All of the entries must be reproduced exactly, with no images carried over.

====== Data shown ======

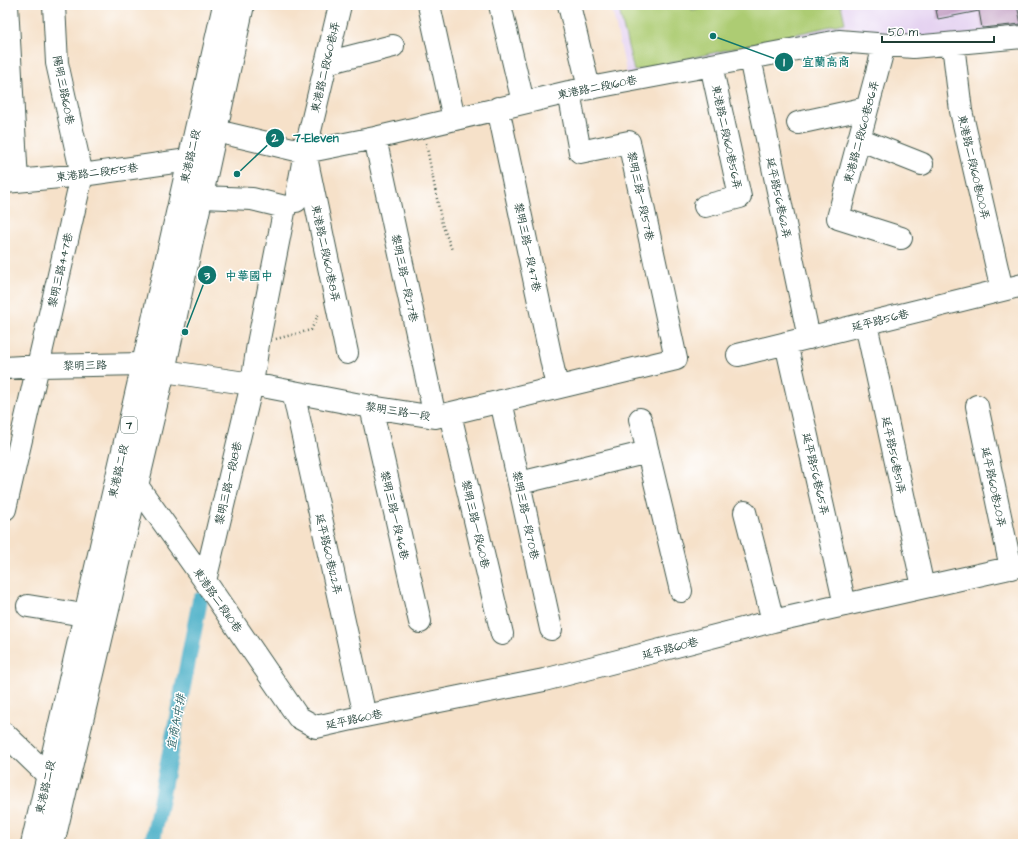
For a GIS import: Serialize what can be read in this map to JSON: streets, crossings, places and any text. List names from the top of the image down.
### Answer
{
  "streets": {
    "street": [
      "東港路二段160巷1弄",
      "東港路二段160巷",
      "陽明三路160巷",
      "東港路二段160巷86弄",
      "東港路二段160巷56弄",
      "東港路二段",
      "東港路二段160巷100弄",
      "東港路二段155巷",
      "黎明三路一段57巷",
      "延平路56巷62弄",
      "黎明三路一段47巷",
      "東港路二段160巷8弄",
      "黎明三路447巷",
      "黎明三路一段27巷",
      "延平路56巷",
      "黎明三路",
      "黎明三路一段",
      "7",
      "延平路56巷51弄",
      "延平路56巷65弄",
      "黎明三路一段18巷",
      "延平路60巷20弄",
      "黎明三路一段46巷",
      "黎明三路一段70巷",
      "黎明三路一段60巷",
      "延平路60巷122弄",
      "東港路二段110巷",
      "延平路60巷"
    ]
  },
  "crossings": [
    ["東港路二段160巷1弄", "東港路二段160巷"],
    ["東港路二段160巷1弄", "東港路二段160巷8弄"],
    ["東港路二段160巷", "東港路二段160巷86弄"],
    ["東港路二段160巷", "東港路二段160巷56弄"],
    ["東港路二段160巷", "東港路二段"],
    ["東港路二段160巷", "東港路二段160巷100弄"],
    ["東港路二段160巷", "黎明三路一段57巷"],
    ["東港路二段160巷", "延平路56巷62弄"],
    ["東港路二段160巷", "黎明三路一段47巷"],
    ["東港路二段160巷", "東港路二段160巷8弄"],
    ["東港路二段160巷", "黎明三路一段27巷"],
    ["陽明三路160巷", "東港路二段155巷"],
    ["陽明三路160巷", "黎明三路447巷"],
    ["東港路二段", "東港路二段155巷"],
    ["東港路二段", "黎明三路"],
    ["東港路二段", "黎明三路一段"],
    ["東港路二段", "黎明三路一段18巷"],
    ["東港路二段", "東港路二段110巷"],
    ["東港路二段160巷100弄", "延平路56巷"],
    ["東港路二段155巷", "黎明三路447巷"],
    ["黎明三路一段57巷", "黎明三路一段"],
    ["延平路56巷62弄", "延平路56巷"],
    ["黎明三路一段47巷", "黎明三路一段"],
    ["黎明三路447巷", "黎明三路"],
    ["黎明三路一段27巷", "黎明三路一段"],
    ["黎明三路一段27巷", "黎明三路一段60巷"],
    ["延平路56巷", "延平路56巷51弄"],
    ["延平路56巷", "延平路56巷65弄"],
    ["黎明三路", "黎明三路一段"],
    ["黎明三路一段", "黎明三路一段18巷"],
    ["黎明三路一段", "黎明三路一段46巷"],
    ["黎明三路一段", "黎明三路一段70巷"],
    ["黎明三路一段", "黎明三路一段60巷"],
    ["黎明三路一段", "延平路60巷122弄"],
    ["延平路56巷51弄", "延平路60巷"],
    ["延平路56巷65弄", "延平路60巷"],
    ["黎明三路一段18巷", "東港路二段110巷"],
    ["延平路60巷20弄", "延平路60巷"],
    ["延平路60巷122弄", "延平路60巷"],
    ["東港路二段110巷", "延平路60巷"]
  ],
  "water": ["宜商A1中排"],
  "places": ["宜蘭高商", "7-Eleven", "中華國中"],
  "scale_bar": "50 m"
}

======

Task solution:
For a GIS import: Serialize what can be read in this map to JSON: streets, crossings, places and any text. List names from the top of the image down.
### Answer
{
  "streets": {
    "street": [
      "東港路二段160巷1弄",
      "東港路二段160巷",
      "陽明三路160巷",
      "東港路二段160巷86弄",
      "東港路二段160巷56弄",
      "東港路二段",
      "東港路二段160巷100弄",
      "東港路二段155巷",
      "黎明三路一段57巷",
      "延平路56巷62弄",
      "黎明三路一段47巷",
      "東港路二段160巷8弄",
      "黎明三路447巷",
      "黎明三路一段27巷",
      "延平路56巷",
      "黎明三路",
      "黎明三路一段",
      "7",
      "延平路56巷51弄",
      "延平路56巷65弄",
      "黎明三路一段18巷",
      "延平路60巷20弄",
      "黎明三路一段46巷",
      "黎明三路一段70巷",
      "黎明三路一段60巷",
      "延平路60巷122弄",
      "東港路二段110巷",
      "延平路60巷"
    ]
  },
  "crossings": [
    ["東港路二段160巷1弄", "東港路二段160巷"],
    ["東港路二段160巷1弄", "東港路二段160巷8弄"],
    ["東港路二段160巷", "東港路二段160巷86弄"],
    ["東港路二段160巷", "東港路二段160巷56弄"],
    ["東港路二段160巷", "東港路二段"],
    ["東港路二段160巷", "東港路二段160巷100弄"],
    ["東港路二段160巷", "黎明三路一段57巷"],
    ["東港路二段160巷", "延平路56巷62弄"],
    ["東港路二段160巷", "黎明三路一段47巷"],
    ["東港路二段160巷", "東港路二段160巷8弄"],
    ["東港路二段160巷", "黎明三路一段27巷"],
    ["陽明三路160巷", "東港路二段155巷"],
    ["陽明三路160巷", "黎明三路447巷"],
    ["東港路二段", "東港路二段155巷"],
    ["東港路二段", "黎明三路"],
    ["東港路二段", "黎明三路一段"],
    ["東港路二段", "黎明三路一段18巷"],
    ["東港路二段", "東港路二段110巷"],
    ["東港路二段160巷100弄", "延平路56巷"],
    ["東港路二段155巷", "黎明三路447巷"],
    ["黎明三路一段57巷", "黎明三路一段"],
    ["延平路56巷62弄", "延平路56巷"],
    ["黎明三路一段47巷", "黎明三路一段"],
    ["黎明三路447巷", "黎明三路"],
    ["黎明三路一段27巷", "黎明三路一段"],
    ["黎明三路一段27巷", "黎明三路一段60巷"],
    ["延平路56巷", "延平路56巷51弄"],
    ["延平路56巷", "延平路56巷65弄"],
    ["黎明三路", "黎明三路一段"],
    ["黎明三路一段", "黎明三路一段18巷"],
    ["黎明三路一段", "黎明三路一段46巷"],
    ["黎明三路一段", "黎明三路一段70巷"],
    ["黎明三路一段", "黎明三路一段60巷"],
    ["黎明三路一段", "延平路60巷122弄"],
    ["延平路56巷51弄", "延平路60巷"],
    ["延平路56巷65弄", "延平路60巷"],
    ["黎明三路一段18巷", "東港路二段110巷"],
    ["延平路60巷20弄", "延平路60巷"],
    ["延平路60巷122弄", "延平路60巷"],
    ["東港路二段110巷", "延平路60巷"]
  ],
  "water": ["宜商A1中排"],
  "places": ["宜蘭高商", "7-Eleven", "中華國中"],
  "scale_bar": "50 m"
}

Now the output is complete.